Vita: Come è stata accolta la sua opera?
Broz: Fuori dai Balcani è stata apprezzata da subito e oggi è un testo adottato in 50 università statunitensi, Harvard compresa. Nella ex Jugoslavia, ogni Paese fa storia a sé. In Bosnia la condivisione delle sofferenze e il fatto di trovare storie simili alle proprie ha permesso di trovare nel libro un importante riferimento. In Serbia, invece, c’è stata la reazione opposta, ovvero molta resistenza: ancora oggi la maggior parte dei serbi nega le atrocità commesse, compreso il genocidio di Srebrenica. In nove anni sono riuscita a presentare il libro una volta sola, a Novi Sad. A Belgrado la demassificazione delle coscienze è molto più lenta di quella della Germania del dopoguerra.
Vita: Quanto pesa l’eredità del nonno Tito nel suo impegno sociale?
Broz: Ho imparato, nel tempo, a filtrare alcuni suoi ideali, e a prendere spunto dalle occasioni in cui ha mostrato del coraggio civile. So che il mio nome è ingombrante: ricevo minacce, ma ho preso la decisione di uscire allo scoperto, e non devo quindi tirarmi indietro. In tutto questo, la mia vocazione non è la politica, piuttosto il mio riferimento è la società civile.
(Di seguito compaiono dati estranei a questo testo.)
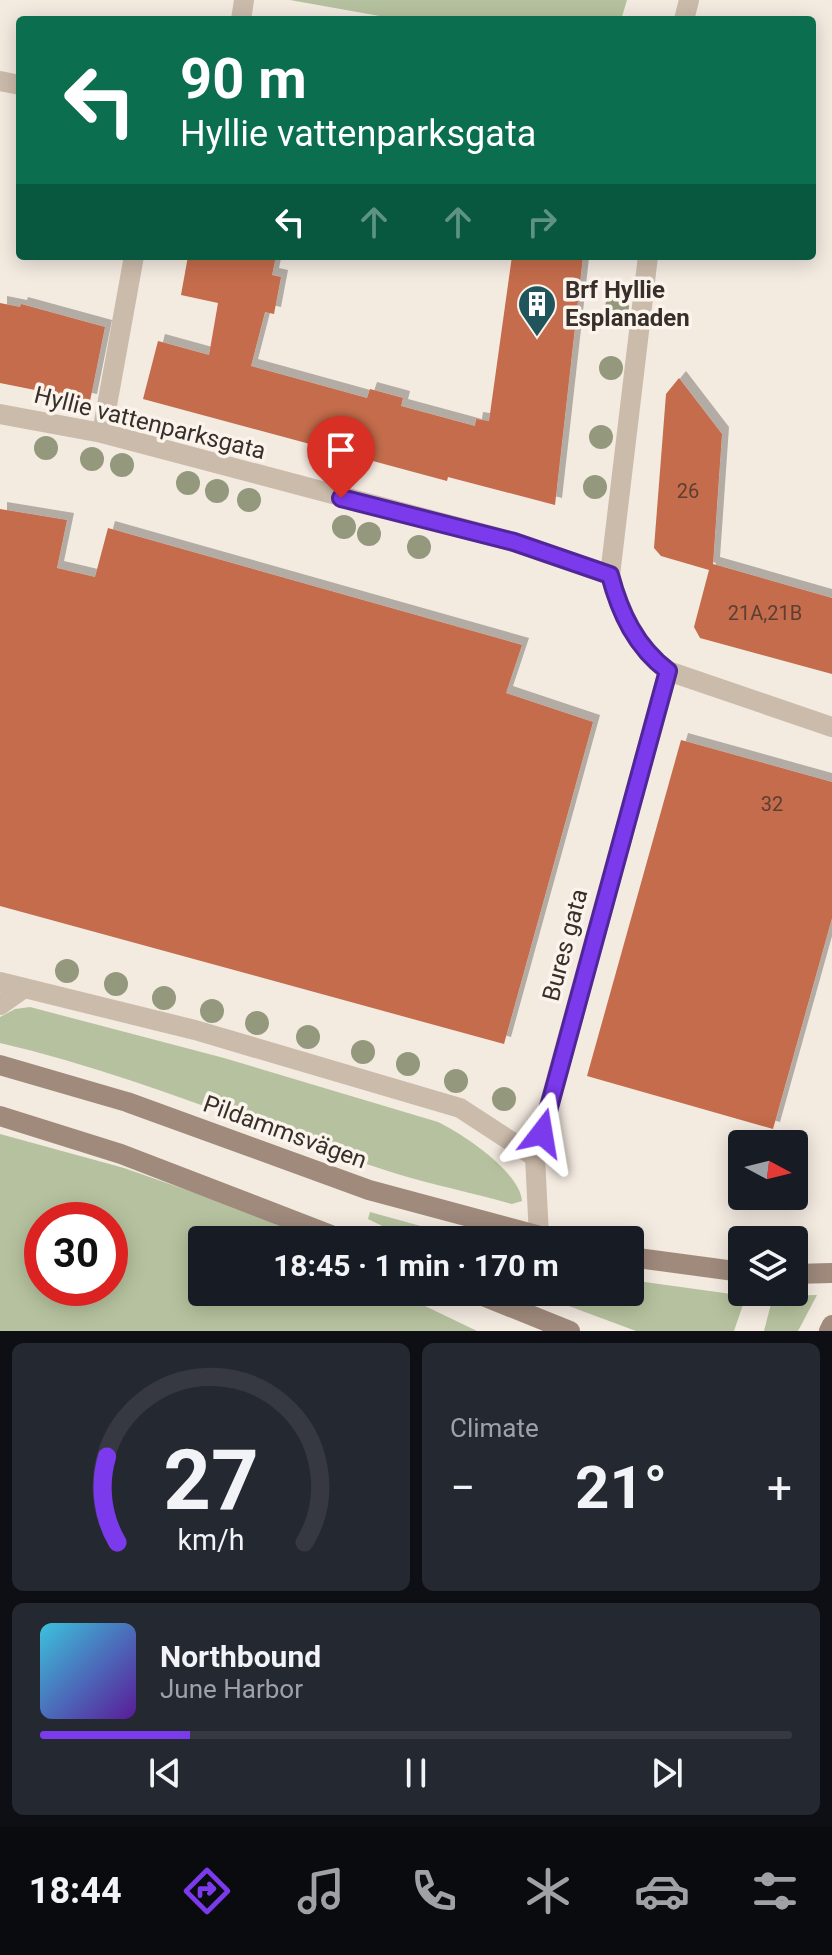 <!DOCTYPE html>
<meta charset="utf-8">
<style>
body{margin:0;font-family:Roboto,sans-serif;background:#242831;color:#f1f3f6;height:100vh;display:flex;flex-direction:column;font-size:30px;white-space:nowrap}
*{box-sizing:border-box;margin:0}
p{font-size:26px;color:#9ea1a6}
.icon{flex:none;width:44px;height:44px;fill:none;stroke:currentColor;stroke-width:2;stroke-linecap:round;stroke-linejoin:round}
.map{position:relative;height:1331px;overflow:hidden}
.sheet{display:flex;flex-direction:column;gap:12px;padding:12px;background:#0d0f14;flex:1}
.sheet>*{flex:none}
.top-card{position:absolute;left:16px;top:16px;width:800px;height:244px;border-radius:8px;box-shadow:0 4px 20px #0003;background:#0b6e4f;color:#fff;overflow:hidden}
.needle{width:52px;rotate:97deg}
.controls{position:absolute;left:728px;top:1130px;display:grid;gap:16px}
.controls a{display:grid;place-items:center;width:80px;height:80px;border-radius:8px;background:#171b24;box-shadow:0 4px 20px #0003;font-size:40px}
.speed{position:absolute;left:24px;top:1202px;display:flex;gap:16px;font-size:40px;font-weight:700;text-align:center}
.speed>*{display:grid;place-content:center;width:104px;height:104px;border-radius:50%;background:#171b24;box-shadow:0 4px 20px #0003;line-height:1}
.speed .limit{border:12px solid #d22;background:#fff;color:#111}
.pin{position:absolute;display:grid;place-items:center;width:68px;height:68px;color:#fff;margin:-82px -34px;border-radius:50% 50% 50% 0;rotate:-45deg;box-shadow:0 0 8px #0007}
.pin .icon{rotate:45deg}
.me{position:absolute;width:88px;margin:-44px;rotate:14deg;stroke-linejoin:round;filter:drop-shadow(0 0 6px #0008)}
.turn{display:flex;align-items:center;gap:28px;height:168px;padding:0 32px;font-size:36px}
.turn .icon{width:104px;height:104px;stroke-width:2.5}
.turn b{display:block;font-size:56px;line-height:68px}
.lanes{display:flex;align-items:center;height:76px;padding:0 32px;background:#0003;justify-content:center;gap:40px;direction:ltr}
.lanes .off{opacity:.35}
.big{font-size:60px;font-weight:700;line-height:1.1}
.sheet .widget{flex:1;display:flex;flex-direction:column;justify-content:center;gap:12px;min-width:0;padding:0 28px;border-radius:12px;background:#242831}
.sheet .dial{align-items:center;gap:0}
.dial svg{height:208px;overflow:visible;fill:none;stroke:#363941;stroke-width:7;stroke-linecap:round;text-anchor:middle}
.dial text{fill:#f1f3f6;stroke:none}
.song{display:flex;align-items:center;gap:24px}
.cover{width:96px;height:96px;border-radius:12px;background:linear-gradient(135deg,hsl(190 70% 55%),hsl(270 70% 35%))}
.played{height:8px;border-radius:4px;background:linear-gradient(90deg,#7c3aed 20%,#363941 20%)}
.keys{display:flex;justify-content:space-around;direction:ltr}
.heat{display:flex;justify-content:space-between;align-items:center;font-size:44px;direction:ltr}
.sheet .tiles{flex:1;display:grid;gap:12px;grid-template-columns:1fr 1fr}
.widget:last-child{grid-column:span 2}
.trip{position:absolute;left:188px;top:1226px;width:456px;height:80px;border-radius:8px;background:#171b24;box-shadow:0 4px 20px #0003;font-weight:700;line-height:80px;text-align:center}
.menu{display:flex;height:128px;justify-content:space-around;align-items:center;background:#090b0e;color:#9ea1a6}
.menu .icon{width:56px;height:56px}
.menu .on{color:#7c3aed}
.menu b{font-size:36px;color:#f1f3f6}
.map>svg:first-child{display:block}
</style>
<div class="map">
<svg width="832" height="1331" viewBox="0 0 832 1331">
<defs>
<filter id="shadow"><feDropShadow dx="7" dy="-7" stdDeviation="0" flood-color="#0004"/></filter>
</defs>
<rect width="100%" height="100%" fill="#f3eae0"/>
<g fill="#b6c29f" fill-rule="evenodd">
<polygon points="290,0 627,0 621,20 402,20"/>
<path d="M30 1007 224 1058 438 1122C463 1134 520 1172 522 1201L512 1204C473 1193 433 1185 394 1173 262 1131 135 1074 0 1043V1017L15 1009Z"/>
<path d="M0 1134 124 1168 307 1232 319 1240H202V1292H396L477 1331H0ZM42 1220H110V1288H42Z"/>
<polygon points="370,1212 471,1240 411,1240 368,1219"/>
<polygon points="630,1280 746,1296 734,1331 636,1331 531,1292 630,1292"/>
<polygon points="817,1295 798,1331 764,1331 773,1296"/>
</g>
<g fill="#c46c4c" filter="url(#shadow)">
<polygon points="188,256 276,256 272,275 281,277 274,314 265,312 251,366 367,398 370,389 403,398 401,406 475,426 476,419 489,421 512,256 583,256 555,505 448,477 447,481 143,399 158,341 209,355 218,303 181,295"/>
<polygon points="0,303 20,307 21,304 105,327 90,401 0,383"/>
<polygon points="679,378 722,434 713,564 832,598 832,674 700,638 694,627 709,570 661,556 654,548 666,394"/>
<polygon points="0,509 67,520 57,568 95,577 108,528 522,645 506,693 593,722 504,1044 0,906"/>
<polygon points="681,740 832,782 832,918 773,1129 587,1076"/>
</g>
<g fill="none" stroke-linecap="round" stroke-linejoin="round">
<g stroke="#cbbbab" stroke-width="20">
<polyline points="0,982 195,1030 460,1108 535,1157"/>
<polyline points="0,1005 24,988"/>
</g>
<g stroke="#cbbbab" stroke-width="20">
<polyline points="241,20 244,0"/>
<polyline points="0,81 20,85"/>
</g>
<g stroke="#cbbbab" stroke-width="20">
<polyline points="684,20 689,0"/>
<path d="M0 414 102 433 514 542 610 575C620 612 636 647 668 671L832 727"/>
<polyline points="102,433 134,256"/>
<polyline points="610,575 648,256"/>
<polyline points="539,1236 535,1157 668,671"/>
</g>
<g stroke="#9f8a7c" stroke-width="20">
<polyline points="0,1065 127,1102 369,1190 555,1240"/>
<polyline points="0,1116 121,1154 344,1240"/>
<polyline points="630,1257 742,1272"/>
<polyline points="794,1274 832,1273"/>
<polyline points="473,1292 570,1331"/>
<polyline points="829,1331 832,1325"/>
</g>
</g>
<g fill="#94997e">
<circle cx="617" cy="307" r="12"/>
<circle cx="611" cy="368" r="12"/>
<circle cx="601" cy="437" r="12"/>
<circle cx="46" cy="448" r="12"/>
<circle cx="92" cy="459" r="12"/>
<circle cx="122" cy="465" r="12"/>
<circle cx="188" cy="483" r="12"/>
<circle cx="595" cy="487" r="12"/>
<circle cx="217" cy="491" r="12"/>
<circle cx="249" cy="500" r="12"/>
<circle cx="344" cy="527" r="12"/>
<circle cx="369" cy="534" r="12"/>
<circle cx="419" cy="547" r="12"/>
<circle cx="67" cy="971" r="12"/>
<circle cx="116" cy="984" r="12"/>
<circle cx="164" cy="998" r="12"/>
<circle cx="212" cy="1011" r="12"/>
<circle cx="257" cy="1023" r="12"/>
<circle cx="308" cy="1037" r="12"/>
<circle cx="363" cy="1052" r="12"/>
<circle cx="408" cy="1064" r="12"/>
<circle cx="456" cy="1081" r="12"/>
<circle cx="504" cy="1099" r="12"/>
</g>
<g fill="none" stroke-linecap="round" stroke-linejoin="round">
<g stroke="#51269a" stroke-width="20">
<path id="route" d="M341 498 514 542 610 575C620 613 636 647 668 671L542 1133"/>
</g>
<use href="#route" stroke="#7c3aed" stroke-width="14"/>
</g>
<defs>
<g id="building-pin" transform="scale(2)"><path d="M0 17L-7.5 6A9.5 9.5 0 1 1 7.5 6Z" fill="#20555b" stroke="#faf4ec"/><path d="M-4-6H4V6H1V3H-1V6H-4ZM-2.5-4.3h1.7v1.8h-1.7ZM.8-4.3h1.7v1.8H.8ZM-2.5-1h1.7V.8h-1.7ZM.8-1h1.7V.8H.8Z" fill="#fff"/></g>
</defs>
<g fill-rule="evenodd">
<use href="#building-pin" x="537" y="304"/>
</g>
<g text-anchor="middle" stroke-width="7" stroke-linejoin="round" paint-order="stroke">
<g font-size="20" fill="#5c3e32">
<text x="688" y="498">26</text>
<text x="765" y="620">21A,21B</text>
<text x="772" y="811">32</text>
</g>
<g font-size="24" font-weight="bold" fill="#392f2a" stroke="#faf4ec" text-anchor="start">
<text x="565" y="298">Brf Hyllie<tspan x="565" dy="28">Esplanaden</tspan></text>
</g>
<g font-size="24" fill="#392f2a" stroke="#faf4ec">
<text transform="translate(150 423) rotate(14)" y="8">Hyllie vattenparksgata</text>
<text transform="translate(565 945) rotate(-75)" y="8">Bures gata</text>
<text transform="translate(285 1132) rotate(20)" y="8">Pildammsvägen</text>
</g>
</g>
</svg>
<div class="controls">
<a><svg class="needle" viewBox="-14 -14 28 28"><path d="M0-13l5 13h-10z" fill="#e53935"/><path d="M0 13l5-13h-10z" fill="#9ea1a6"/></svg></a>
<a><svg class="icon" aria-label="layers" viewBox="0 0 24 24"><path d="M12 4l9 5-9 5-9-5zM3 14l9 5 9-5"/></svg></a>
</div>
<div class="speed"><div class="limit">30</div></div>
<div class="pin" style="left:341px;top:498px;background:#d93025"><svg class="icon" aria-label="arrive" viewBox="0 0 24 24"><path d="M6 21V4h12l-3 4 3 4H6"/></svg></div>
<svg class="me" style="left:542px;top:1133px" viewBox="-20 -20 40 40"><path d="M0-17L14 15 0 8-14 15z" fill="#7c3aed" stroke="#fff" stroke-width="4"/></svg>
<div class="trip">18:45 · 1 min · 170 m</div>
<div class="top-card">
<div class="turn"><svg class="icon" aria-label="left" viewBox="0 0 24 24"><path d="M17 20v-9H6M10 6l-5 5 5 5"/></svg><div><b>90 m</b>Hyllie vattenparksgata</div></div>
<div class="lanes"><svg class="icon" aria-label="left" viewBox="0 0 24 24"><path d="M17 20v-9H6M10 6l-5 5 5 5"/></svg><svg class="icon off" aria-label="ahead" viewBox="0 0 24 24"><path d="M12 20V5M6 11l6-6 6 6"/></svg><svg class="icon off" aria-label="ahead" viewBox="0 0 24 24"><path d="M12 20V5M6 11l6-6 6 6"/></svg><svg class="icon off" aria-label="right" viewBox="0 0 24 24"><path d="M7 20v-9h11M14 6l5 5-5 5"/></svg></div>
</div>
</div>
<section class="sheet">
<div class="tiles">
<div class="widget dial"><svg viewBox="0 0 100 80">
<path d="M14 69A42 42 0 1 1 86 69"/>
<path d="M14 69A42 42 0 0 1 10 36" stroke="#7c3aed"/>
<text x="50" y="56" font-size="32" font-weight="700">27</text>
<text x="50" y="72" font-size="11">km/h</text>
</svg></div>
<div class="widget"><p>Climate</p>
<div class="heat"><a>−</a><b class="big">21°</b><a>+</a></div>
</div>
<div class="widget">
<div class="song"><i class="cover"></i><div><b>Northbound</b><p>June Harbor</p></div></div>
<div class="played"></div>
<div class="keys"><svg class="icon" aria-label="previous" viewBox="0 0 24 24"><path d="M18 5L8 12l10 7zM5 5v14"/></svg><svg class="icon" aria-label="pause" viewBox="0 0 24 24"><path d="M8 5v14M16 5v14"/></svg><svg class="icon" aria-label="next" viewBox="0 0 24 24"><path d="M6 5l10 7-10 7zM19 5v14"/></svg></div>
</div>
</div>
</section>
<nav class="menu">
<b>18:44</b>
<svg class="icon on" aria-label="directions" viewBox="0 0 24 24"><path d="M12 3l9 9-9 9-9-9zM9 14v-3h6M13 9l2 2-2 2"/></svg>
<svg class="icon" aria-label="music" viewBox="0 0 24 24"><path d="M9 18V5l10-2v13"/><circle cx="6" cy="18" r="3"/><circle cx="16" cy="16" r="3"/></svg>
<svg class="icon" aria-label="phone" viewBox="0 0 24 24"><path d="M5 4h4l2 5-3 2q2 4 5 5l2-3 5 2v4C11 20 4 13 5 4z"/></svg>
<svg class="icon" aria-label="climate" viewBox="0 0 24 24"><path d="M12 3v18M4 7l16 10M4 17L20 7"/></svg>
<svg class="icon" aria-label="car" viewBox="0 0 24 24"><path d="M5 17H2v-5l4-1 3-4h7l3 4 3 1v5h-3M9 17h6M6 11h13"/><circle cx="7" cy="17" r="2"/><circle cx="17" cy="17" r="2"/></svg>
<svg class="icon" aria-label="filters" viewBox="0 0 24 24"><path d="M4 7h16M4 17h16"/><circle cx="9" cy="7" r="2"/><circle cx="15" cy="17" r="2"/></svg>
</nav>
Per questo, nel 1999, quando da Belgrado mi sono trasferita a Sarajevo, ho lasciato la professione di cardiologo, che oggi pratico come impegno volontario per persone nullatenenti, e ho creato il ramo bosniaco dell’ong italiana Gariwo, il cui scopo principale è educare al coraggio civile la popolazione.
Vita: In che modo?
Broz: Puntando sui giovani: sono vittime innocenti delle guerre dei loro padri, e sono gli unici che possono portare a un vero rinnovamento sociale. In questi anni abbiamo tenuto laboratori con almeno 35mila studenti tra i 15 e 25 anni, in 80 cittadine di Bosnia-Erzegovina e Repubblica Serbska. In 5mila hanno aderito a Gariwo, hanno fondato tre piccole ong locali e pubblicato almeno dieci testi su coraggio civile e nonviolenza.